Referring to the Government of Pakistan and the U.N.’s joint “flash appeal” for humanitarian aid, the report regretted that only 13.7 percent of the $816 million sought to cover the most urgent needs of 9.5 million people had been funded. “The international community and local and international organizations have provided aid, but accessibility due to standing flood waters, flood effects, and complex topographies remain a major challenge,” it said.

It warned the floods would pose a challenge for Pakistan’s economy for several years, noting that recovery and reconstruction needs are projected to be sizable at 1.6 times the budgeted national development expenditure for the ongoing fiscal year. It said the overall decline in GDP as a direct impact of the floods was projected to be around 2.2 percent of the GDP, adding agriculture sector value was projected to decline the most at 0.9 percent of GDP, with floods causing the most losses to cotton, dates, sugarcane, and rice crops. Flood-related cotton losses, it warned, would similarly, impact the domestic textile industry, hampering exports. Local food processing and slaughtering industries would also be impacted, it said, due to the expected reduction in food harvests and reduced supply of livestock.

The report calls for the International Monetary Fund (IMF) to relax its conditions and for the global community to ensure “climate justice” that would enable Pakistan to invest in rehabilitation and climate adaptation efforts. “Given Pakistan’s limited fiscal resources, significant international support and private investment will be essential for a comprehensive and resilient recovery,” read the report, adding Pakistan’s commitment to accelerate reforms would be critical to generating more domestic and international resources for efficient and effective utilization.

Stressing on stakeholder engagement to inform the scope, design, institutional arrangements, and a monitoring and accountability framework for a comprehensive resilient recovery program, the report said Pakistan aimed to achieve an “inclusive and resilient recovery” through a “Whole of Pakistan” approach, leading to sustainable development for the people and country. This, it said, would entail building back better; a people-centered socioeconomic recovery; and developing systemic resilience against natural hazards and climate change impacts. As a consequence, it said, jobs and livelihoods would be restored; critical assets, services, and infrastructure would be restored; and governance and stakeholder capacity for reconstruction, especially communities, would be strengthened.

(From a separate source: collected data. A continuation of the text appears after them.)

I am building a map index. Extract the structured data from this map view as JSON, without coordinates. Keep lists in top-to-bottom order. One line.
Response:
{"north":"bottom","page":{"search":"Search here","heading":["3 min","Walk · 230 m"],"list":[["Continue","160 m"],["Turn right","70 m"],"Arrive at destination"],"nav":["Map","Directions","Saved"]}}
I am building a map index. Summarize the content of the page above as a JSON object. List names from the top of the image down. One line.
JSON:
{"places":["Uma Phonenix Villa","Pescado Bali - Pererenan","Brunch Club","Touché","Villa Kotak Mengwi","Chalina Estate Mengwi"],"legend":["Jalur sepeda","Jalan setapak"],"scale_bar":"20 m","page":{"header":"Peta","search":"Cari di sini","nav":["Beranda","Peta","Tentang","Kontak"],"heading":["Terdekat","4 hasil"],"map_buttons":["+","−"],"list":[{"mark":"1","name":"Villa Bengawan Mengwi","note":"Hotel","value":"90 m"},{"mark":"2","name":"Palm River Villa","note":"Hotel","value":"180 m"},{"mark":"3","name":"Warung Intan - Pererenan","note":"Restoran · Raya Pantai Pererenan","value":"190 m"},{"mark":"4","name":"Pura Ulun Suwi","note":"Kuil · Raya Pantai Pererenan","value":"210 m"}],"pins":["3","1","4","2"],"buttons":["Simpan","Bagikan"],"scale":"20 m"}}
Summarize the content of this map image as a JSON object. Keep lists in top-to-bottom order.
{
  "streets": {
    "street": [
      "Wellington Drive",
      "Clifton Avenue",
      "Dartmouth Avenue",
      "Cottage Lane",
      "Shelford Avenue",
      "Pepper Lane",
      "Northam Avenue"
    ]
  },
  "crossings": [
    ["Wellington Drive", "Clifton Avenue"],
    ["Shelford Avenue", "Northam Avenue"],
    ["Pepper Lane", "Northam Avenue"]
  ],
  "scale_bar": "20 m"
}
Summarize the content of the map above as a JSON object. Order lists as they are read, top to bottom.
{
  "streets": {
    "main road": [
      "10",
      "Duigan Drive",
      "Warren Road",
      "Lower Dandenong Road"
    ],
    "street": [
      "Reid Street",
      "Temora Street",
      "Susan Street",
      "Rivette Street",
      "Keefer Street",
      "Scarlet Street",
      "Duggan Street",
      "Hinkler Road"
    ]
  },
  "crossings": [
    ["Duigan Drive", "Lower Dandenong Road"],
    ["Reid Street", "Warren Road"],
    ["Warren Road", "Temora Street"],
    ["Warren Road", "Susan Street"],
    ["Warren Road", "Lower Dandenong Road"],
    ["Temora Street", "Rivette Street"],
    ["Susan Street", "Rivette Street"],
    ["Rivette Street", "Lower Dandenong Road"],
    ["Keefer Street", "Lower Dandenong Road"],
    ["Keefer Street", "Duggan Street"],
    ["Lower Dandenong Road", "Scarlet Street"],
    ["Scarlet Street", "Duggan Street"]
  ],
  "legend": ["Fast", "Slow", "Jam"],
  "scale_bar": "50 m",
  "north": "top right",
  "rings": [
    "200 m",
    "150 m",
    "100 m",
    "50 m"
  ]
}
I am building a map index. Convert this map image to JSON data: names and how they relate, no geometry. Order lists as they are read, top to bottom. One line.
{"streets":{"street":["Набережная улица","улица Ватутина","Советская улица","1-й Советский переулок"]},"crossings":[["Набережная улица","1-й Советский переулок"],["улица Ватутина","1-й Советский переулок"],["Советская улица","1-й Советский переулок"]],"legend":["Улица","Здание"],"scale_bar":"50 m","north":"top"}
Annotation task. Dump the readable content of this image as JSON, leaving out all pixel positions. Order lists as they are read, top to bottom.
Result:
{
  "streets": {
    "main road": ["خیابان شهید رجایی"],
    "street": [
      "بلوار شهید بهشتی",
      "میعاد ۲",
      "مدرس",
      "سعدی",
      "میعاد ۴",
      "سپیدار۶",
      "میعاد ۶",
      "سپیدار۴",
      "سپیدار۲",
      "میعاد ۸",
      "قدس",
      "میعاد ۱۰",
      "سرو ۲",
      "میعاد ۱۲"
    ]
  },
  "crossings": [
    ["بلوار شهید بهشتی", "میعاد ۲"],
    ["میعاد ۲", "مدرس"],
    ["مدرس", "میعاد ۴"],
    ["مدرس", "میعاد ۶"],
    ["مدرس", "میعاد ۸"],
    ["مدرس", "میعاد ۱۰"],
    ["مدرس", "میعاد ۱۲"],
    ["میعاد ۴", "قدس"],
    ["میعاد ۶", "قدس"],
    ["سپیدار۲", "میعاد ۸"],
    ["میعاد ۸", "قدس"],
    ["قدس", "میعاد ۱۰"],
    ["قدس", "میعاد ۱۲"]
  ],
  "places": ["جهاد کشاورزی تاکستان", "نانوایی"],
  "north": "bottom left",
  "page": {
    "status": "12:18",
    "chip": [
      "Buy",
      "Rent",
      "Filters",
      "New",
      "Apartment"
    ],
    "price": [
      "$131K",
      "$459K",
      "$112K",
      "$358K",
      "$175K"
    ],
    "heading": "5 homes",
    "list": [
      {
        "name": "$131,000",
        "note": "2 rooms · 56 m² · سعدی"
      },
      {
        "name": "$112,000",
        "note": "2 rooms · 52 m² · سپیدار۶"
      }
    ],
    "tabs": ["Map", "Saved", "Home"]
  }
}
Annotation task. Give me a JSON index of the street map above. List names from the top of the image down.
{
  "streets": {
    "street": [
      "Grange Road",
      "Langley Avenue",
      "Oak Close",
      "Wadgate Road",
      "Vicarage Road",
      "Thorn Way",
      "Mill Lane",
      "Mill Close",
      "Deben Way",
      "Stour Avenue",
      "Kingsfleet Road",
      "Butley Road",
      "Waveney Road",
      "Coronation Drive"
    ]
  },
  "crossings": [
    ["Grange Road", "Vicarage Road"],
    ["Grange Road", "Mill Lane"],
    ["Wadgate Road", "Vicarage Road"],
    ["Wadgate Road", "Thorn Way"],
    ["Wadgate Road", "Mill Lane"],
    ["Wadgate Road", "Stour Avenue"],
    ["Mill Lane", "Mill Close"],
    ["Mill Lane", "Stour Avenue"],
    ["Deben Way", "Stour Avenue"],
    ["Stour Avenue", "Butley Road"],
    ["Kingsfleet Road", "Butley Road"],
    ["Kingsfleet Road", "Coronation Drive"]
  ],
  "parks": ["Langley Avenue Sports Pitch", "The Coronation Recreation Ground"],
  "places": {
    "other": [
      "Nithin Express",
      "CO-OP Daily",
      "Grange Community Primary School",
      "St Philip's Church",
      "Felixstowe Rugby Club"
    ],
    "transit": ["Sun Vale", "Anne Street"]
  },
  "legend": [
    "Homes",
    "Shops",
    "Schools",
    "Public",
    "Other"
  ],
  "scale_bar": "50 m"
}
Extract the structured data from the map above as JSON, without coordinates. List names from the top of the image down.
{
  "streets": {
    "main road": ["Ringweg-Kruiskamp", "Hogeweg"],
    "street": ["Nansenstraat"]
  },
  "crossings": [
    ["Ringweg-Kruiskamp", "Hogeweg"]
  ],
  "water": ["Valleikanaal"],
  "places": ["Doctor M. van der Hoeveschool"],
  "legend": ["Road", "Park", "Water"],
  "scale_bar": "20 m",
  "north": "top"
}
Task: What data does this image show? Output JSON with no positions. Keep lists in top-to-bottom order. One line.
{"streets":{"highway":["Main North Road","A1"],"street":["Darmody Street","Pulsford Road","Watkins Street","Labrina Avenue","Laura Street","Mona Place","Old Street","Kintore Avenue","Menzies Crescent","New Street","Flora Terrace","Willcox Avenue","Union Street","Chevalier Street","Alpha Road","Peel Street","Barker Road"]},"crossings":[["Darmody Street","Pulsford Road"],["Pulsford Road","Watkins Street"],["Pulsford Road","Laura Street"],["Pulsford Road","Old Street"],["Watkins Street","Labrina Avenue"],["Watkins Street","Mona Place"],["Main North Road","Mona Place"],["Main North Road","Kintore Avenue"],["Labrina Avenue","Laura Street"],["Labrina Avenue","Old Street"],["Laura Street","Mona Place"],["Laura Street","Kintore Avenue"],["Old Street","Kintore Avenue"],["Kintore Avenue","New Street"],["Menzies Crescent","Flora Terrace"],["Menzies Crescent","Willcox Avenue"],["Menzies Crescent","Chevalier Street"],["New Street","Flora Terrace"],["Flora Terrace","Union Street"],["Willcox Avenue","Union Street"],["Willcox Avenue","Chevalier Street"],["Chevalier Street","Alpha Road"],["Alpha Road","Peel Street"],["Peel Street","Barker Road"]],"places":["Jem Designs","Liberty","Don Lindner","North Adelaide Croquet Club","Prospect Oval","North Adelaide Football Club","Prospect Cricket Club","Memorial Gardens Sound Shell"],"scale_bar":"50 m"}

Launching the report, Planning Minister Ahsan Iqbal requested the IMF to allow Pakistan to utilize its development funds for disaster recovery, adding it should also ease a condition to spend at least 40 percent of the development budget only in the last quarter of the financial year. Similarly, Climate Change Minister Sherry Rehman said Pakistan had geared up its efforts to make a case for “climate justice” at the COP27 climate change conference in Egypt next month.